A la source du blocage du conflit, la difficulté à négocier
Les deux syndicats de magistrats (Syndicat Autonome de la Magistrature – SAM -, et le Syndicat Libre de la Magistrature – SYLIMA) ont adopté une motion de grève illimitée en aout 2018. Cette grève, qui fait suite à la décision du Ministre des Finances d’ordonner le non-paiement des salaires des magistrats grévistes, occulte néanmoins les causes initiales du mouvement de protestation. Celles-ci font l’objet d’un rappel dans une communication officielle des deux syndicats, datée du 10 septembre : le conflit actuel n’est que la suite d’une très longue demande de réajustement de la grille indiciaire sur laquelle des conversations entre les syndicats et l’exécutif se sont tenues depuis la rentrée judiciaire 2016. Pire encore, dans un accord de conciliation partielle, le pouvoir et les syndicats étaient tombés d’accord sur une revalorisation des indemnités de judicature et de logement ainsi qu’une augmentation des salaires de quelques points. La suite, ce devait être l’examen par les députés maliens, des revendications des magistrats lors d’une session de 2017. Sans résultats. En novembre 2017, le conflit s’envenime quand les magistrats s’inquiètent de la disparation de deux de leurs collègues sans émotion du pouvoir exécutif. Une grève, pour exiger une intervention, est décidée. Après l’ouverture tardive de consultations sur la sécurisation des personnels de la justice, le gouvernement s’était engagé à mettre en œuvre un plan de dotation en ce sens. N’ayant constaté aucune action allant dans le sens d’un respect des engagements pris, les magistrats ont déclenché une grève illimitée à la mi-juillet.

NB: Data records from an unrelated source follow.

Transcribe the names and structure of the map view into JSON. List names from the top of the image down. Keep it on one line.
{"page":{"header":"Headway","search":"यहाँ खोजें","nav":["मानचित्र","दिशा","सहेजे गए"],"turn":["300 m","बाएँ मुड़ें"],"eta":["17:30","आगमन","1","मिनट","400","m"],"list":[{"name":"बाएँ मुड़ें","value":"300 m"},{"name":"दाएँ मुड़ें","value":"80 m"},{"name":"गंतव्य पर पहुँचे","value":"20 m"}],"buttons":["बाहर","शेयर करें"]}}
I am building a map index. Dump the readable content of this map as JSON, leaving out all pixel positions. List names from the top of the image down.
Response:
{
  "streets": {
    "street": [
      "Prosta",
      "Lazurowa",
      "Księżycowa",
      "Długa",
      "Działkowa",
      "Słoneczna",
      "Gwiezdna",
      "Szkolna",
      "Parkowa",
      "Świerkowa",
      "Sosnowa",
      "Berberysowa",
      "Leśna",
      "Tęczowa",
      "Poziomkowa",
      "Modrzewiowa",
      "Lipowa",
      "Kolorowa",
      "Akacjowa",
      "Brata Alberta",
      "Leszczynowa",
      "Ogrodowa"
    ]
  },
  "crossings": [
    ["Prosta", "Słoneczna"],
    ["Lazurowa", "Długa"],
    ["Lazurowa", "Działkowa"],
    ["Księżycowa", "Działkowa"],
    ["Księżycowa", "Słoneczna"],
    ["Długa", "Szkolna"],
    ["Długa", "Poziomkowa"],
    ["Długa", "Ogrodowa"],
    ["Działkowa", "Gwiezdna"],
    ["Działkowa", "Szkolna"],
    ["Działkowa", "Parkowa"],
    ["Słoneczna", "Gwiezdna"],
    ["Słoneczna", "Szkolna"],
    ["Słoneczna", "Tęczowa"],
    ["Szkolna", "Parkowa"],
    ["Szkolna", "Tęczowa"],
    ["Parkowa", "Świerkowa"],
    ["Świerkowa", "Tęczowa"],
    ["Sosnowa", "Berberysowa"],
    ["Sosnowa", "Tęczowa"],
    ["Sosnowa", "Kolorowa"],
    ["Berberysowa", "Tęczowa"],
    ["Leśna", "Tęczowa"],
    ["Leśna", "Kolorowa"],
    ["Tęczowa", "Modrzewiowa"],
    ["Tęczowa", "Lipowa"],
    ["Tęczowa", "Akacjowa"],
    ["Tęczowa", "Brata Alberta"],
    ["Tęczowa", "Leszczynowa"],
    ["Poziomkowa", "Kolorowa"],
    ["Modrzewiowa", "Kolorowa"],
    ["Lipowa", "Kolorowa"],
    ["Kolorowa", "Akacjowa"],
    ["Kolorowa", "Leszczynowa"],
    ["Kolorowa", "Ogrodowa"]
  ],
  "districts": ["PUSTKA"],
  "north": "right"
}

Ce conflit bloqué par la radicalisation des discours de part et d’autre, est la traduction d’une difficulté plus grande à négocier la résolution de problèmes sociaux.
Cette difficulté, née des engagements adoptés pour faciliter la reprise du fonctionnement de l’Etat et de la complexité à tenir des promesses dans un délai acceptable, sert de lit à un conflit qui s’enlise dans une difficulté que les parties prenantes ne pourront résoudre seules tant la confiance dans la capacité à tenir ses engagements est fragilisée.
Une question demeure en suspens : quelle forme prendra la sortie de cette crise complexe ?
Piste 1 : Une médiation, oui, mais dans quelles conditions ?
Les Maliennes et les Maliens le savent mieux que la plupart, les conflits sont toujours relationnels. Les résoudre tient donc de la capacité à déterminer la personne, ou le groupe, qui peut agir comme médiateur. Mais vers qui se tourner dans le cas de ce conflit ? Plusieurs personnalités et plusieurs groupes semblent prêts à prendre ce rôle. Du côté de la société civile, l’Association Malienne des Droits de l’Homme (AMDH) et surtout le Groupement Spirituel des Leaders Religieux, conduit par Cherif Ousmane Madani Haidara, ont tenté de jouer ce rôle sans succès pour le moment.
Les acteurs politiques, eux, ont tenté non pas une médiation mais plutôt d’intervenir en organisant plusieurs rencontres distinctes avec les syndicats de la magistrature : les mouvements et associations de la majorité présidentielle puis le député Oumar Mariko, à la tête d’une forte délégation du SADI et enfin Soumaïla Cissé, ont rencontré tour à tour les représentants des magistrats grévistes. Aucune de ces rencontres, pour le moment, n’a permis de débloquer le conflit.
Il faut donc revenir brièvement sur ce qu’est une médiation pour comprendre quelles sont les conditions à remplir pour mettre au point un règlement de conflit durable.
La première de ces conditions, pour qu’une médiation réussisse, c’est d’abord que les parties en conflit soient conscientes du blocage et de la nécessité de trouver une solution. Celle-ci doit être satisfaisante pour chacun d’eux et étant donnée leur incapacité à communiquer de manière constructive, les parties souhaitent le recours à un tiers.
La deuxième condition, c’est que ce tiers présente certaines qualités, que doivent lui reconnaitre les deux parties : neutralité et impartialité, mais aussi compétence dans le domaine en question sont des prérequis.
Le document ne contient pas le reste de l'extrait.